*TASK DETAILS*. Return the lines exactly as they stand, from the first of the material through the line containing "-10px;border-radius:9px;box-shadow:0 0 5px".

*DATA FOR THE TASK*.
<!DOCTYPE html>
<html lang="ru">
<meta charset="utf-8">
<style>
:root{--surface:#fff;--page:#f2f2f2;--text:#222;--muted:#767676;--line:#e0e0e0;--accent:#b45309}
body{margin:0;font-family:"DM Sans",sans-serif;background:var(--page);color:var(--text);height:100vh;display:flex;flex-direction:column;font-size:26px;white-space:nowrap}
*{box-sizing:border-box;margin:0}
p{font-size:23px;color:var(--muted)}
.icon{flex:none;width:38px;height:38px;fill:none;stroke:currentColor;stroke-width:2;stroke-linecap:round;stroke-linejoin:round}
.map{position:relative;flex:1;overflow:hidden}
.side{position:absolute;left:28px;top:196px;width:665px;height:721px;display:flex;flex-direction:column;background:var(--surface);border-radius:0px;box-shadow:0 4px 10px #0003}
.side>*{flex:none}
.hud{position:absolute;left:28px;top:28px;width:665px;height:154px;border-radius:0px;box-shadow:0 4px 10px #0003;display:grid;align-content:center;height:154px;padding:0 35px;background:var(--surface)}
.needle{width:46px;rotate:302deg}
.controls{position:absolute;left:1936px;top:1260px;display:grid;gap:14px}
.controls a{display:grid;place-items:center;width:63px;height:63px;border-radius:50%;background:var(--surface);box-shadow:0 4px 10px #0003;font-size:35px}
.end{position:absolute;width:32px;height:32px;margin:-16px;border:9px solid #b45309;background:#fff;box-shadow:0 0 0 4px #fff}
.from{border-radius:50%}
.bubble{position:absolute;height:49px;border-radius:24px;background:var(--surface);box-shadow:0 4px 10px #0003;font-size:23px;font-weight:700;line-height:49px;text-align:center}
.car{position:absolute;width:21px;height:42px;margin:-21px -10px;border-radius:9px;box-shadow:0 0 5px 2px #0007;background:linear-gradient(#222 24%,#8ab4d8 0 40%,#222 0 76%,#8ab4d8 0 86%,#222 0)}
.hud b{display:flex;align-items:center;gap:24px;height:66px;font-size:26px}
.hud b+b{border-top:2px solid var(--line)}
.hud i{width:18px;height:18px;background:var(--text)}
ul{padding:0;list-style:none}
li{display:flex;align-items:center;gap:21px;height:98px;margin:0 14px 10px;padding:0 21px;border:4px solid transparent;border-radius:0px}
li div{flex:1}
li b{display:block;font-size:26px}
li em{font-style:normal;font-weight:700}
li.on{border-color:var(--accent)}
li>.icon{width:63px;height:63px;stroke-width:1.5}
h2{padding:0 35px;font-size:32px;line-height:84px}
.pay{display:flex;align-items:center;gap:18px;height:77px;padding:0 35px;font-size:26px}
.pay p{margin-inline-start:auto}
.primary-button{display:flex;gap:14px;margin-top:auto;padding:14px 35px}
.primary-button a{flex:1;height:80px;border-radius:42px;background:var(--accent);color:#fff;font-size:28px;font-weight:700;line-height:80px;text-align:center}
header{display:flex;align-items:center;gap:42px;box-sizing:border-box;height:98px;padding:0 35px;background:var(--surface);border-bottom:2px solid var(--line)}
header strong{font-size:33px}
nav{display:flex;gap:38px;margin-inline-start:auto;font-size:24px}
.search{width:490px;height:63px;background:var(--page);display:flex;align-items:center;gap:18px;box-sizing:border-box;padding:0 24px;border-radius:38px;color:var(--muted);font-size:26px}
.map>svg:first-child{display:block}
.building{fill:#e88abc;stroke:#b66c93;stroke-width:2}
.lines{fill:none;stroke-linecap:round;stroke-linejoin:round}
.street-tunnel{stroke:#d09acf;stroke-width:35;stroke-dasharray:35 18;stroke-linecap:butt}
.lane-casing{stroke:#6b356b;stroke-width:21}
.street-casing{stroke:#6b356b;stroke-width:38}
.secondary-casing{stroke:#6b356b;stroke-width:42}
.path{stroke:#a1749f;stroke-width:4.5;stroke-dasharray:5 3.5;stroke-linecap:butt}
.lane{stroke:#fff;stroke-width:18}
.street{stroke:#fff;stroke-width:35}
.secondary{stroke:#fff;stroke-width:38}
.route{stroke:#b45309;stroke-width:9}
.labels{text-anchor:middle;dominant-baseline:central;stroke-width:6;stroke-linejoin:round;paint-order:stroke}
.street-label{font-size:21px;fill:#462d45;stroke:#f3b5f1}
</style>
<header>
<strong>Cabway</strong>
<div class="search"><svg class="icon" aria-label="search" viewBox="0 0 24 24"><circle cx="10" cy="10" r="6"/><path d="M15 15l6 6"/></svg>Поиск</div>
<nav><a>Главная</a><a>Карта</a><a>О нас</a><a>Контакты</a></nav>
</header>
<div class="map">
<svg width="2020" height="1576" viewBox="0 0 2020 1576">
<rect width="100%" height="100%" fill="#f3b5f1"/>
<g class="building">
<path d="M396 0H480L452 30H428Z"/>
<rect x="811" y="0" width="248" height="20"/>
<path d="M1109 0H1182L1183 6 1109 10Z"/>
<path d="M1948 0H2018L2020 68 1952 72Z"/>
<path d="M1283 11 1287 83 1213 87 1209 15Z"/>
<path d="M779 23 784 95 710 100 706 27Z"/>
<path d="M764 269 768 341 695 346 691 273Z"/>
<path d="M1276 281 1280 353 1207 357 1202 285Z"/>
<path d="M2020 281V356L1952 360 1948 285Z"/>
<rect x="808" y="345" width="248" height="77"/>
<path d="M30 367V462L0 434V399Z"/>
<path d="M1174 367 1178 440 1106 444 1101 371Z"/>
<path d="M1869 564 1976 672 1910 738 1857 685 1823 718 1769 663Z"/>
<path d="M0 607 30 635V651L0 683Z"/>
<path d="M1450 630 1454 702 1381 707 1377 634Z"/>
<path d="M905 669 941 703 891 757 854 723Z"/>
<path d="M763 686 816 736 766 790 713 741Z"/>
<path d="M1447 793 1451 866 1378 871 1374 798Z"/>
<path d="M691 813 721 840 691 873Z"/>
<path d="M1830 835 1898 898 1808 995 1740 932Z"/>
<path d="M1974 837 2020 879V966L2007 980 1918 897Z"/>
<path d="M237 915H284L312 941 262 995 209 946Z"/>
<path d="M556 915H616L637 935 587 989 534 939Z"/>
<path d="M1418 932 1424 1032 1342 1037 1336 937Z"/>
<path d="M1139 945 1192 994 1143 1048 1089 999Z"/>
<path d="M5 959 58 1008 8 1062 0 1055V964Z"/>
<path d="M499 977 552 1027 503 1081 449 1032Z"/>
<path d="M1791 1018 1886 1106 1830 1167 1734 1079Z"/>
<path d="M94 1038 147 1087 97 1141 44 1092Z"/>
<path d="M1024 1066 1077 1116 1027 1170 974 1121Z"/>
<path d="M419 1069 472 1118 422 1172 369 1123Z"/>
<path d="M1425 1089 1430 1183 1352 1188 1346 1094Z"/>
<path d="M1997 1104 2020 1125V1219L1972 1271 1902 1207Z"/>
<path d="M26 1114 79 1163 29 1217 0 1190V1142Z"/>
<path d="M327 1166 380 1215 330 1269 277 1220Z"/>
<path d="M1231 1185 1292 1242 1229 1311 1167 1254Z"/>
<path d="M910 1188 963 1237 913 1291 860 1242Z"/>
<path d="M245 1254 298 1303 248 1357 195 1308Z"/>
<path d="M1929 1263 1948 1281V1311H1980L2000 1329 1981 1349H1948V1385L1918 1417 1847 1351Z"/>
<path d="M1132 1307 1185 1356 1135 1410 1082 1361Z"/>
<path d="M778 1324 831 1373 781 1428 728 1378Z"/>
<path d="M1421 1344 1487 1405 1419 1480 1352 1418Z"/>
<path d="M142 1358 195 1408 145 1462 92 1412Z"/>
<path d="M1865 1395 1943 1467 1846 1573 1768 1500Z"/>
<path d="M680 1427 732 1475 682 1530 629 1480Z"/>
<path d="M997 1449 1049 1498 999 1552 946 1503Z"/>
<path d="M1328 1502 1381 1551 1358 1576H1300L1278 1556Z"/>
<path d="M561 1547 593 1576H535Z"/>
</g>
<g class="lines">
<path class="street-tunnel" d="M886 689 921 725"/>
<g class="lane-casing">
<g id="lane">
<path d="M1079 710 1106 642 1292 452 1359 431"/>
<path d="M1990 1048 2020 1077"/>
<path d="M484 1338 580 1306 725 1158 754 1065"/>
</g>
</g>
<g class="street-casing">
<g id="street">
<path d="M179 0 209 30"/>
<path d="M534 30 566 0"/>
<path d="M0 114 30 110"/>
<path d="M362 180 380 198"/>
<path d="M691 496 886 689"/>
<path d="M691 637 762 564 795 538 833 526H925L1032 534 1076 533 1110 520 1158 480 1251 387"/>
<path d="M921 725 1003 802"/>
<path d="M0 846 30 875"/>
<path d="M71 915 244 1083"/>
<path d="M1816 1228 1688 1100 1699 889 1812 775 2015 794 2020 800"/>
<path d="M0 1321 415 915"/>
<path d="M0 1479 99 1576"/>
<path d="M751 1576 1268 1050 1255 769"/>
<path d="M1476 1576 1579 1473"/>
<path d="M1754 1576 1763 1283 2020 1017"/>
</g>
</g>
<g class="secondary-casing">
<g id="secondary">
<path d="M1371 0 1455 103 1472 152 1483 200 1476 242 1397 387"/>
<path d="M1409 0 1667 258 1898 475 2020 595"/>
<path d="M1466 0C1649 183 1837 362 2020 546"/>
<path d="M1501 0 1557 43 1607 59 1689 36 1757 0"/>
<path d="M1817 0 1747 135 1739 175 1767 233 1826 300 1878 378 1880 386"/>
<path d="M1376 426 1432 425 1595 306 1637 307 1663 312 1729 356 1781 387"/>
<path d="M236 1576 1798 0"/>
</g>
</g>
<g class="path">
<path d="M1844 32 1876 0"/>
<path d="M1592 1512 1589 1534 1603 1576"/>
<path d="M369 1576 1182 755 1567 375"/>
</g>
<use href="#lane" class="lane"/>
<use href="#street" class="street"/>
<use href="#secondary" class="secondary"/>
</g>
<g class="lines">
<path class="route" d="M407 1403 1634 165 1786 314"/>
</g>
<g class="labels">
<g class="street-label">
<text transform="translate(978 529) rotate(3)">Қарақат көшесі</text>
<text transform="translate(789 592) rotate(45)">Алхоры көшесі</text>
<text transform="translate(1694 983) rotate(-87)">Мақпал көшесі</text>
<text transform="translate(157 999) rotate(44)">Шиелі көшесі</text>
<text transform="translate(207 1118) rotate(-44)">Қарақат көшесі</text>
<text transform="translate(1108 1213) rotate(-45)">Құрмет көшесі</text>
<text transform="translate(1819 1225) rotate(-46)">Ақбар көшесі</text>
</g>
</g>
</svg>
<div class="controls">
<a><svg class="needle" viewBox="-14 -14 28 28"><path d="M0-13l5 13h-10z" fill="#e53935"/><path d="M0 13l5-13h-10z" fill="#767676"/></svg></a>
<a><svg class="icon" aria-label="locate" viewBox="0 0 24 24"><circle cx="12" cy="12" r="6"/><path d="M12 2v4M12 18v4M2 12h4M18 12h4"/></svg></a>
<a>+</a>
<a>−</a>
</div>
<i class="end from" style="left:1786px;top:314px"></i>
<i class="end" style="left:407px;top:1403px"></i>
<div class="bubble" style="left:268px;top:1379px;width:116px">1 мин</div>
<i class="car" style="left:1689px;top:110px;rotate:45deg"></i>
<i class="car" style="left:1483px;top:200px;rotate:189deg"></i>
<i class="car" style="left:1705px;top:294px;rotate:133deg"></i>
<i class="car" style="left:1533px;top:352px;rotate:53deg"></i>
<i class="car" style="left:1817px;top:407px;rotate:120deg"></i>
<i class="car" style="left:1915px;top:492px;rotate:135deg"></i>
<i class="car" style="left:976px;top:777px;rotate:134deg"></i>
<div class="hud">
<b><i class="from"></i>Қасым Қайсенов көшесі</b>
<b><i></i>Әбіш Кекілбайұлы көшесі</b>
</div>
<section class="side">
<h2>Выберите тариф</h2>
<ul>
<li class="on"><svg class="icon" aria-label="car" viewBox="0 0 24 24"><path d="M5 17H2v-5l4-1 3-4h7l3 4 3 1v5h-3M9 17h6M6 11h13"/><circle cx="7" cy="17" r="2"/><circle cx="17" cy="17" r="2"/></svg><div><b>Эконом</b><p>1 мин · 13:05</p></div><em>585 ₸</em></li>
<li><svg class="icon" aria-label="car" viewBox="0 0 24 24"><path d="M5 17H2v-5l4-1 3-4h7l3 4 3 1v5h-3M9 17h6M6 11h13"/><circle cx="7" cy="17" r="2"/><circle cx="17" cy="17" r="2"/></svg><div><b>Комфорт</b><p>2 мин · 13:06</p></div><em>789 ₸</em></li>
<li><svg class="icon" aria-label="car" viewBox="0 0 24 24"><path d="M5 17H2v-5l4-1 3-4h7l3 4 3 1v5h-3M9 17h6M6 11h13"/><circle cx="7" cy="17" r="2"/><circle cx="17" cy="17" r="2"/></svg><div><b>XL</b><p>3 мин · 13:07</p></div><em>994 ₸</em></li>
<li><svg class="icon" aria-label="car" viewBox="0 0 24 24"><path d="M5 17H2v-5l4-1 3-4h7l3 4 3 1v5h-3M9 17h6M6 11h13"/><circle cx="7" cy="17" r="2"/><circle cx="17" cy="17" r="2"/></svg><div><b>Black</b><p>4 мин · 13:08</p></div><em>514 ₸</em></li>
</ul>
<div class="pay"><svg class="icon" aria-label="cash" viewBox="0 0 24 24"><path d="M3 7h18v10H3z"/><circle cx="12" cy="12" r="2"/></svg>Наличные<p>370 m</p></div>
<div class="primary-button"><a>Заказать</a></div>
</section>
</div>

*TASK RESPONSE*.
<!DOCTYPE html>
<html lang="ru">
<meta charset="utf-8">
<style>
:root{--surface:#fff;--page:#f2f2f2;--text:#222;--muted:#767676;--line:#e0e0e0;--accent:#b45309}
body{margin:0;font-family:"DM Sans",sans-serif;background:var(--page);color:var(--text);height:100vh;display:flex;flex-direction:column;font-size:26px;white-space:nowrap}
*{box-sizing:border-box;margin:0}
p{font-size:23px;color:var(--muted)}
.icon{flex:none;width:38px;height:38px;fill:none;stroke:currentColor;stroke-width:2;stroke-linecap:round;stroke-linejoin:round}
.map{position:relative;flex:1;overflow:hidden}
.side{position:absolute;left:28px;top:196px;width:665px;height:721px;display:flex;flex-direction:column;background:var(--surface);border-radius:0px;box-shadow:0 4px 10px #0003}
.side>*{flex:none}
.hud{position:absolute;left:28px;top:28px;width:665px;height:154px;border-radius:0px;box-shadow:0 4px 10px #0003;display:grid;align-content:center;height:154px;padding:0 35px;background:var(--surface)}
.needle{width:46px;rotate:302deg}
.controls{position:absolute;left:1936px;top:1260px;display:grid;gap:14px}
.controls a{display:grid;place-items:center;width:63px;height:63px;border-radius:50%;background:var(--surface);box-shadow:0 4px 10px #0003;font-size:35px}
.end{position:absolute;width:32px;height:32px;margin:-16px;border:9px solid #b45309;background:#fff;box-shadow:0 0 0 4px #fff}
.from{border-radius:50%}
.bubble{position:absolute;height:49px;border-radius:24px;background:var(--surface);box-shadow:0 4px 10px #0003;font-size:23px;font-weight:700;line-height:49px;text-align:center}
.car{position:absolute;width:21px;height:42px;margin:-21px -10px;border-radius:9px;box-shadow:0 0 5px 2px #0007;background:linear-gradient(#222 24%,#8ab4d8 0 40%,#222 0 76%,#8ab4d8 0 86%,#222 0)}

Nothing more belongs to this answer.